PROBLEM DETAILS:
Show every line in the records below that contains the word "streets".

_ _ _ _

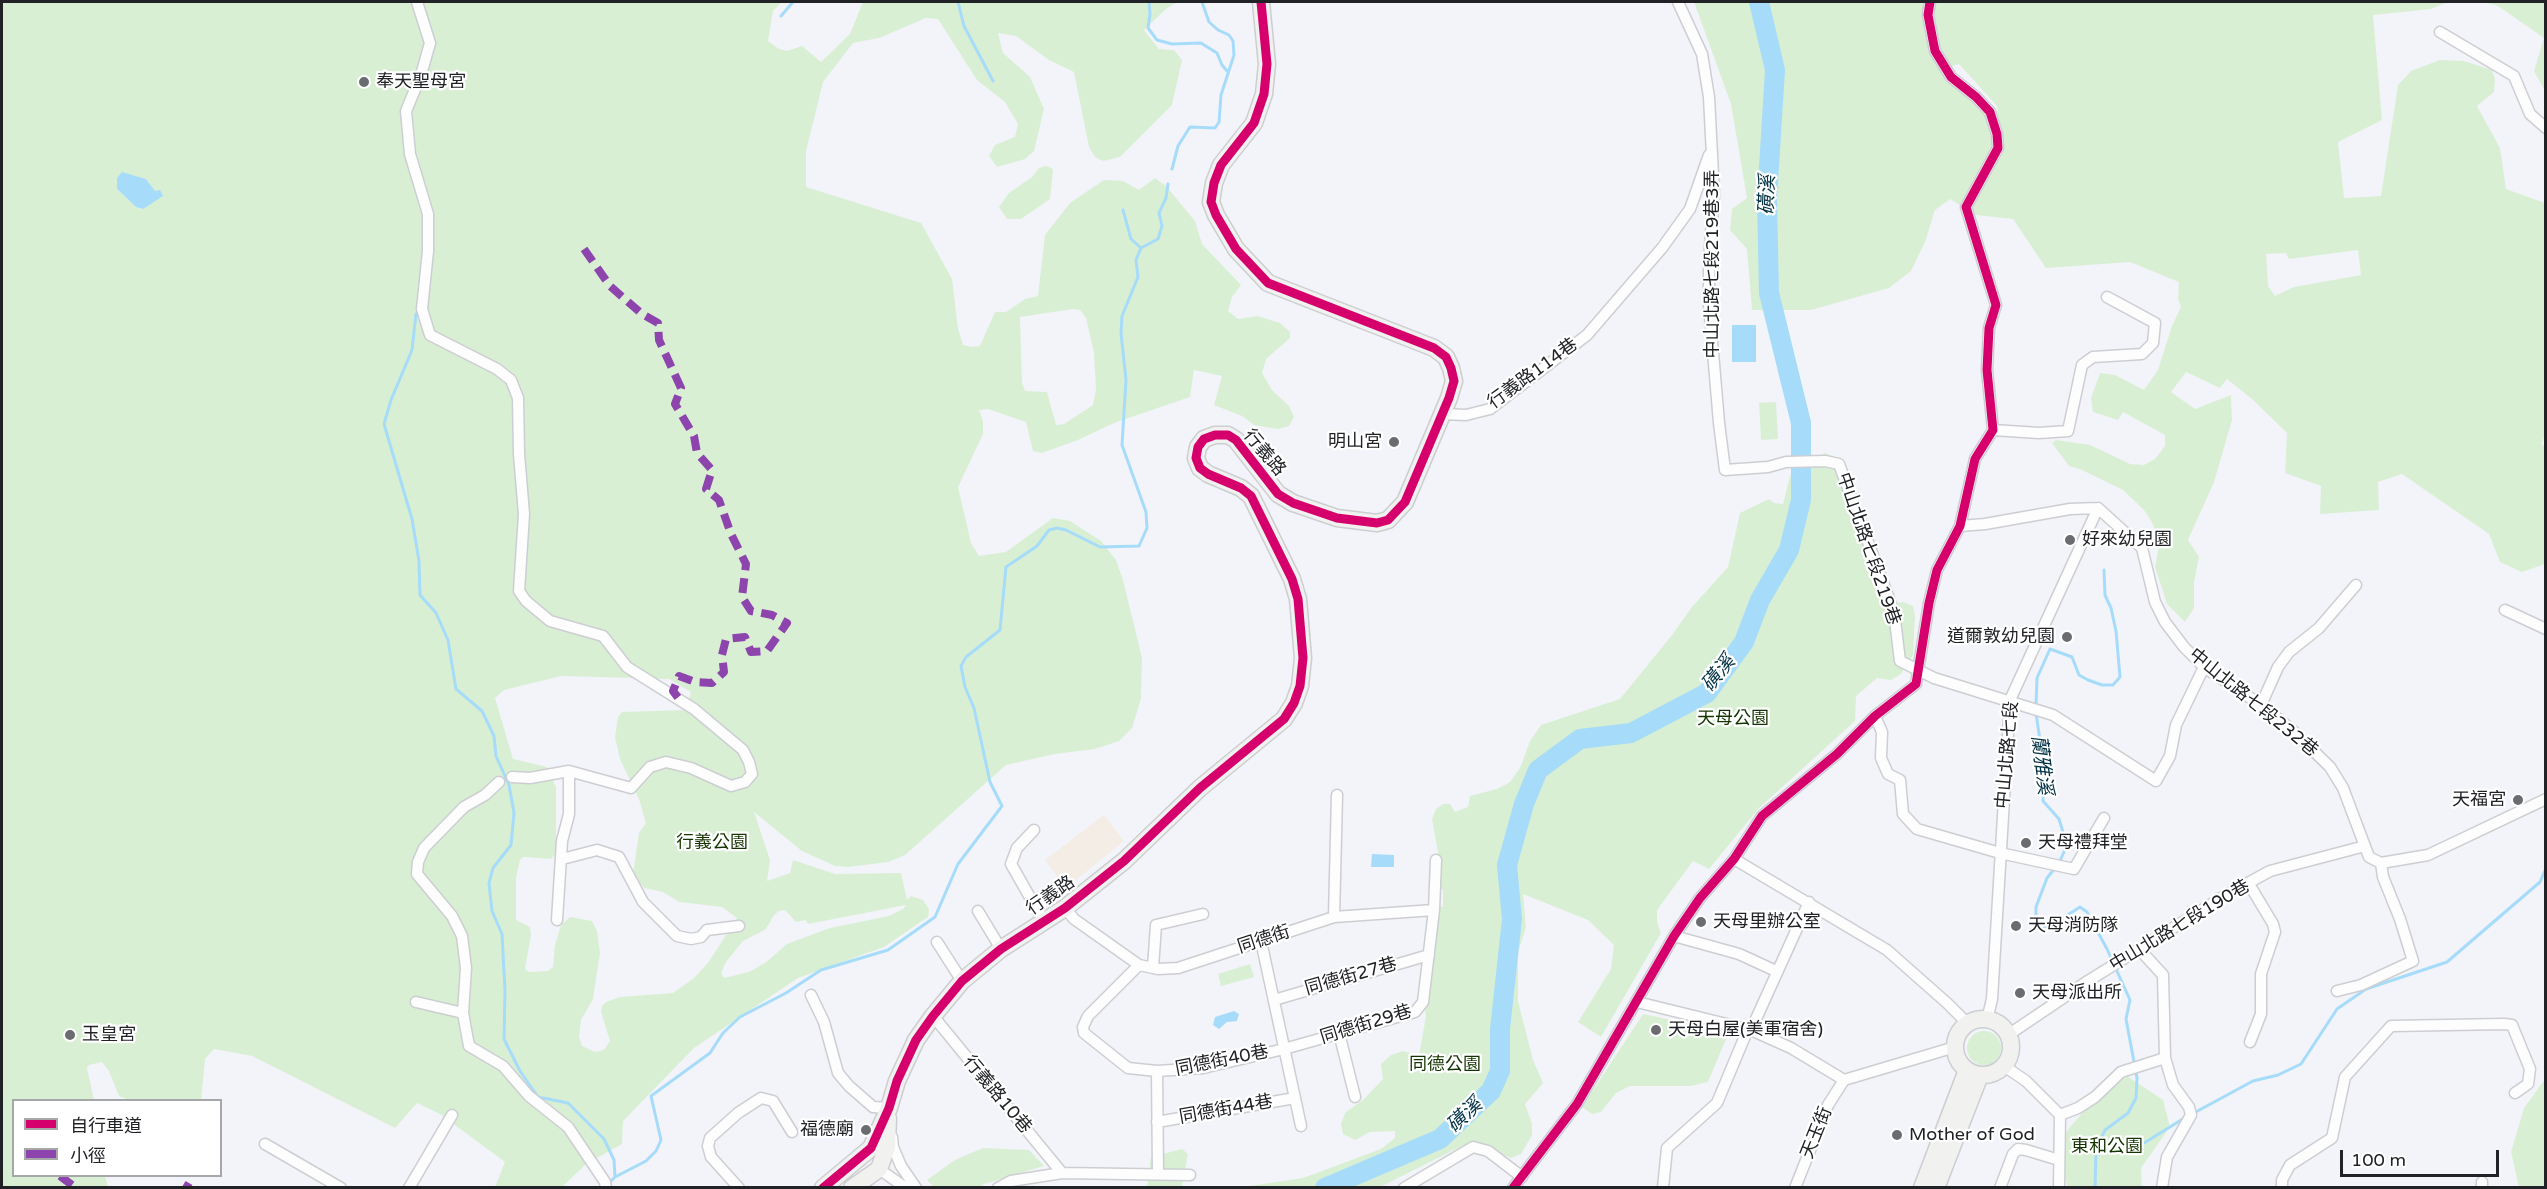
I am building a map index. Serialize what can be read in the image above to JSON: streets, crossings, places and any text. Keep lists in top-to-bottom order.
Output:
{
  "streets": {
    "street": [
      "中山北路七段219巷3弄",
      "行義路114巷",
      "行義路",
      "中山北路七段219巷",
      "中山北路七段232巷",
      "中山北路七段",
      "中山北路七段190巷",
      "同德街",
      "同德街27巷",
      "同德街29巷",
      "同德街40巷",
      "行義路10巷",
      "同德街44巷",
      "天玉街"
    ]
  },
  "crossings": [
    ["中山北路七段219巷3弄", "行義路114巷"],
    ["中山北路七段219巷3弄", "中山北路七段219巷"],
    ["行義路114巷", "行義路"],
    ["行義路", "同德街"],
    ["行義路", "行義路10巷"],
    ["中山北路七段219巷", "中山北路七段232巷"],
    ["中山北路七段219巷", "中山北路七段"],
    ["中山北路七段232巷", "中山北路七段"],
    ["中山北路七段232巷", "中山北路七段190巷"],
    ["中山北路七段", "中山北路七段190巷"],
    ["同德街", "同德街29巷"],
    ["同德街", "同德街40巷"],
    ["同德街27巷", "同德街29巷"],
    ["同德街29巷", "同德街40巷"]
  ],
  "water": ["磺溪", "蘭雅溪"],
  "parks": [
    "天母公園",
    "行義公園",
    "同德公園",
    "東和公園"
  ],
  "places": [
    "奉天聖母宮",
    "明山宮",
    "好來幼兒園",
    "道爾敦幼兒園",
    "天福宮",
    "天母禮拜堂",
    "天母里辦公室",
    "天母消防隊",
    "天母派出所",
    "天母白屋(美軍宿舍)",
    "玉皇宮",
    "福德廟",
    "Mother of God"
  ],
  "legend": ["自行車道", "小徑"],
  "scale_bar": "100 m"
}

_ _ _ _

SOLUTION FOR THIS TASK:
I am building a map index. Serialize what can be read in the image above to JSON: streets, crossings, places and any text. Keep lists in top-to-bottom order.
  "streets": {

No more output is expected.